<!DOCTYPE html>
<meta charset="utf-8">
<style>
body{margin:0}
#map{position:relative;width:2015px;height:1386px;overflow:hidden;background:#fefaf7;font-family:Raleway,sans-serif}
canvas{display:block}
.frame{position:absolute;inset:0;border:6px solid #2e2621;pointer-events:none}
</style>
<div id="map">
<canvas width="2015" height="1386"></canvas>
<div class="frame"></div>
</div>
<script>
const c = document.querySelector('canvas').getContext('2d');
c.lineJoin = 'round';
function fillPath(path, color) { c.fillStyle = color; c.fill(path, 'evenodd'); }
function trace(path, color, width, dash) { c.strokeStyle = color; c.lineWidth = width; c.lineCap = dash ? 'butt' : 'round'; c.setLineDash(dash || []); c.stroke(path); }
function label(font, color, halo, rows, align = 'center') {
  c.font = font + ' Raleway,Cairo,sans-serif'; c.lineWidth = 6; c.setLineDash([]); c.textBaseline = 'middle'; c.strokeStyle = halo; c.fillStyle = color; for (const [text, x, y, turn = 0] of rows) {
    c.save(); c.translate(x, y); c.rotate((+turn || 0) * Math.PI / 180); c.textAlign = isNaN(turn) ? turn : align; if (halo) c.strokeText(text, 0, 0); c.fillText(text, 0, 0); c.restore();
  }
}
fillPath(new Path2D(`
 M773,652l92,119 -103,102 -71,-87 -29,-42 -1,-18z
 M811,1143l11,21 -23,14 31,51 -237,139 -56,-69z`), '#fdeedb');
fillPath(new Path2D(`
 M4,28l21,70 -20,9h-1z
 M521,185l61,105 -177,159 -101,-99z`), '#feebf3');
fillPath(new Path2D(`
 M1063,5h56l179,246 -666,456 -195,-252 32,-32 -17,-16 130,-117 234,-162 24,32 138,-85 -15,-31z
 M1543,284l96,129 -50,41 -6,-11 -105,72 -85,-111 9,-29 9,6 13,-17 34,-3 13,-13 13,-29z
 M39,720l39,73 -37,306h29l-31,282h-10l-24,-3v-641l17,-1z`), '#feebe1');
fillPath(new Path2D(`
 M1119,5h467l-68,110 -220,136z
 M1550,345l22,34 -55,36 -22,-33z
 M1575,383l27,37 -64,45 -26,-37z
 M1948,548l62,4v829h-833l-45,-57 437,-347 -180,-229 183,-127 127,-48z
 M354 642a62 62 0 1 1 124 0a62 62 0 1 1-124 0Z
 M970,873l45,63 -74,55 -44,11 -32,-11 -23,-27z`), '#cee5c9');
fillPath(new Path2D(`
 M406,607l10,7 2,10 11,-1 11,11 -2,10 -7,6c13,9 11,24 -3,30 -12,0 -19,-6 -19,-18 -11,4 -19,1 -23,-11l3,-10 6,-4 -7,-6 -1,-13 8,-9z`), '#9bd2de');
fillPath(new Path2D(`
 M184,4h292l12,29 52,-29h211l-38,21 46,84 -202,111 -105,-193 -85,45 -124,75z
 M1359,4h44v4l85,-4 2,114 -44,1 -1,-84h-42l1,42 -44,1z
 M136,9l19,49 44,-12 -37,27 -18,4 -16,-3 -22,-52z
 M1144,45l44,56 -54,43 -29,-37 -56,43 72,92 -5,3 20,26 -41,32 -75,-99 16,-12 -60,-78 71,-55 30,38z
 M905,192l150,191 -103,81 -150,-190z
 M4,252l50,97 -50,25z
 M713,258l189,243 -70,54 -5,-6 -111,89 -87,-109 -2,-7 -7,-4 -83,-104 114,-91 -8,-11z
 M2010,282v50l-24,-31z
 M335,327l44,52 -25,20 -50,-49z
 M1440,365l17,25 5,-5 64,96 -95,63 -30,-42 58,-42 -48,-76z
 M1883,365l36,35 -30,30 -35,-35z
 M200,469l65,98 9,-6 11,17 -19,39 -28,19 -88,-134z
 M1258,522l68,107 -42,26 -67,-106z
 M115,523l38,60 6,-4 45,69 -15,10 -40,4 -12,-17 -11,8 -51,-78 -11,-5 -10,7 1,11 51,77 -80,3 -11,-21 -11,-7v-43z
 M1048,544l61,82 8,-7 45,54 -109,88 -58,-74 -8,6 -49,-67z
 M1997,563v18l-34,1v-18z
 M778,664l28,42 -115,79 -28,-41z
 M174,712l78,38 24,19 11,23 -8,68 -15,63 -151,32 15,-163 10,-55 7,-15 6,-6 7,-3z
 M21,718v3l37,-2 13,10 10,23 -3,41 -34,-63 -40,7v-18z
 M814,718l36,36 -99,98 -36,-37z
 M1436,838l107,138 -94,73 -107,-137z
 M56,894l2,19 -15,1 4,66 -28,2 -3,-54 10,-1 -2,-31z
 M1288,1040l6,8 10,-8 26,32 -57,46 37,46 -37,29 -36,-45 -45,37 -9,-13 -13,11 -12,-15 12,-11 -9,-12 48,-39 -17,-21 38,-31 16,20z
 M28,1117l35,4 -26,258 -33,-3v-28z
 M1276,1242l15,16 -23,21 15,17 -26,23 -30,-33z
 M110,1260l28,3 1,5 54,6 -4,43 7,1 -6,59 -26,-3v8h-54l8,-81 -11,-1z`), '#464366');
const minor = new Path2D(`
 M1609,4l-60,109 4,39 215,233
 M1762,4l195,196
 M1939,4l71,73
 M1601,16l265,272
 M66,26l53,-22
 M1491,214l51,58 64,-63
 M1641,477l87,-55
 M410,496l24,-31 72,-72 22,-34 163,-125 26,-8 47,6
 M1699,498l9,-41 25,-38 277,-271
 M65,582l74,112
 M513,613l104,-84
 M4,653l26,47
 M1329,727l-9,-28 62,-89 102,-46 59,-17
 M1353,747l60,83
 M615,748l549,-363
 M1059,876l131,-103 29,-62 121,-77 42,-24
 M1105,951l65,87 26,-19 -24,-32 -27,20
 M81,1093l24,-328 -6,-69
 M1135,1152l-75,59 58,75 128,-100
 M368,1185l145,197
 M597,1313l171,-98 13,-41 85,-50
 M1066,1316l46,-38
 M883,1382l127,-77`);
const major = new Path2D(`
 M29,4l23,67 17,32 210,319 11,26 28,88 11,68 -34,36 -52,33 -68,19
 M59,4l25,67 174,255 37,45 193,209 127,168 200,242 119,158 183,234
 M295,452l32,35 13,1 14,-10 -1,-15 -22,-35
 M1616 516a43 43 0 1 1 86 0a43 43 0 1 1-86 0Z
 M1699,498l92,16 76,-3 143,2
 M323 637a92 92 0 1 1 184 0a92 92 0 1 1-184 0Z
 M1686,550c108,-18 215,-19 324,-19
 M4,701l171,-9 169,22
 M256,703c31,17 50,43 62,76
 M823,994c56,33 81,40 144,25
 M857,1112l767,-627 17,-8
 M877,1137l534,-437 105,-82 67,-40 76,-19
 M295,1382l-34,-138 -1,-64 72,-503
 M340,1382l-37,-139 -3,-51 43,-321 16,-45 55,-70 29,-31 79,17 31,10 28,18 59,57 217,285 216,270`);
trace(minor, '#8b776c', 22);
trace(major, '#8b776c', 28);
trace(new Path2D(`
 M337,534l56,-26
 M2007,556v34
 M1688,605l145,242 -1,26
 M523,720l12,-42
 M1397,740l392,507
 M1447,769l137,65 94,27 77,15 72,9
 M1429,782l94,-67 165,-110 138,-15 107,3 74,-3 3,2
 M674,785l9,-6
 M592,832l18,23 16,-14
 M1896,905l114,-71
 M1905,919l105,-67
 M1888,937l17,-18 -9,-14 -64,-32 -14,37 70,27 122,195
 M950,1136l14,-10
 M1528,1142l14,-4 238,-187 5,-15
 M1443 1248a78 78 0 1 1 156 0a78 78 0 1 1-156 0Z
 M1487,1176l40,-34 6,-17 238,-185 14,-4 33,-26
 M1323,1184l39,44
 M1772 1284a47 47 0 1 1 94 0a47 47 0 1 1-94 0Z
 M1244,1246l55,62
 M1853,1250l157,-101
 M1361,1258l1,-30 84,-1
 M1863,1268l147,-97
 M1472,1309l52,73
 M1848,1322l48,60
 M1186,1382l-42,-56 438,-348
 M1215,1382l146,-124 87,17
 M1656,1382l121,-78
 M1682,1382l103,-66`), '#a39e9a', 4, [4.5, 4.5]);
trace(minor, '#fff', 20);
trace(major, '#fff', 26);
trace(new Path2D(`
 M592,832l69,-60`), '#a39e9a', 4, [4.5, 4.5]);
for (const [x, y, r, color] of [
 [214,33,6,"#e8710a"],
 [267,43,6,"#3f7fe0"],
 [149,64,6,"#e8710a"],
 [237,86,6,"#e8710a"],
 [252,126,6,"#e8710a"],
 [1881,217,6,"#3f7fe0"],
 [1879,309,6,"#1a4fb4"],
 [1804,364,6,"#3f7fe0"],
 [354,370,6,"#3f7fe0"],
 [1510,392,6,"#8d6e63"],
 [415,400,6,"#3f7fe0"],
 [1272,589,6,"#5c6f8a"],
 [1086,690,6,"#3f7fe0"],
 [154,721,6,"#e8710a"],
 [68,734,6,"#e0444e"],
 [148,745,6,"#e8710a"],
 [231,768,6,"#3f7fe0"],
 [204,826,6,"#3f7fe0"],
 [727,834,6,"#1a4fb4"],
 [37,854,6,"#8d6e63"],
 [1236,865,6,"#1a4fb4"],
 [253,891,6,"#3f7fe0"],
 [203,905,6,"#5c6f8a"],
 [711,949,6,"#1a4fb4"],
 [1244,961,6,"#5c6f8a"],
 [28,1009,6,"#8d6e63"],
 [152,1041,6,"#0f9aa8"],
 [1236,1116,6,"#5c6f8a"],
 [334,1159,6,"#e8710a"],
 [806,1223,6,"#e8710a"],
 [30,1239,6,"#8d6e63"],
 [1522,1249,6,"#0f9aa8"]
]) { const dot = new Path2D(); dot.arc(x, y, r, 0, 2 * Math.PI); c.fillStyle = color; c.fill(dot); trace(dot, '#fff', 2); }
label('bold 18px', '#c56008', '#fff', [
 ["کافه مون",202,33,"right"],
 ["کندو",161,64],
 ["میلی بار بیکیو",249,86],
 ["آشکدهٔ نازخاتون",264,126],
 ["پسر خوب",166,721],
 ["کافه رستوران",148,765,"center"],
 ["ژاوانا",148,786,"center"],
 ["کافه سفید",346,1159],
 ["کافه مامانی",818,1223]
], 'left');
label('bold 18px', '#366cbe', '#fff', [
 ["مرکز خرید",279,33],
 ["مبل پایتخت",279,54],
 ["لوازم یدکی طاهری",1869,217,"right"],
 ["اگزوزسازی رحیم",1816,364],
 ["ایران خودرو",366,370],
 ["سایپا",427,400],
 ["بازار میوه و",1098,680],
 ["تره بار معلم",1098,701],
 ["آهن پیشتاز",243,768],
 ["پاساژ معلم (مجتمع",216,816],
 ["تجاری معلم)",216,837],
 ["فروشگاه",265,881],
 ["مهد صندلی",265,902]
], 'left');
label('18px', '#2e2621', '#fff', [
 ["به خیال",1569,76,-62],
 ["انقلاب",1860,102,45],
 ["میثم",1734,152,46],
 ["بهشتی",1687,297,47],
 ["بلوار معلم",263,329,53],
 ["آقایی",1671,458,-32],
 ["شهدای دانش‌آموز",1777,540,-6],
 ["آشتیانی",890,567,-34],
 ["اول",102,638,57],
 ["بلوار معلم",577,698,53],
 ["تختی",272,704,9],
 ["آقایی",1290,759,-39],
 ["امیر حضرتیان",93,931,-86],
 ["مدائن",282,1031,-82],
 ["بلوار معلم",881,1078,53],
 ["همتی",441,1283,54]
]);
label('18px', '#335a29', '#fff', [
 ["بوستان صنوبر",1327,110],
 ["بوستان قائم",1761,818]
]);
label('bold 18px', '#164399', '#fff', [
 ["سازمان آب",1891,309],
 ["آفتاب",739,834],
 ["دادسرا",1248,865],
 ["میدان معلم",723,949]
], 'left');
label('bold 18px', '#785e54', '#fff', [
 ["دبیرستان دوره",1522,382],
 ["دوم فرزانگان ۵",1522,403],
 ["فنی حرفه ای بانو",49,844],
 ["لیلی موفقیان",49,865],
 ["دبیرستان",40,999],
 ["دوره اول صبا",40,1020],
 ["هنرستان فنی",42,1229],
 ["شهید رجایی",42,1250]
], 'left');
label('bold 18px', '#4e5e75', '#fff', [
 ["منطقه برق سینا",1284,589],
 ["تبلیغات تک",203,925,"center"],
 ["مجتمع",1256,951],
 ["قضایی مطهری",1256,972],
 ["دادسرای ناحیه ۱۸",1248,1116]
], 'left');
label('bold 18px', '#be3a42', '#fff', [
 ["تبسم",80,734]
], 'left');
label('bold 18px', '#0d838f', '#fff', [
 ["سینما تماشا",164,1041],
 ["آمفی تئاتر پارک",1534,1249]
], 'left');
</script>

----------

Task to carry out:
Figure out how many lines in the entries above contain "canvas". Write only that number.

Output below:
3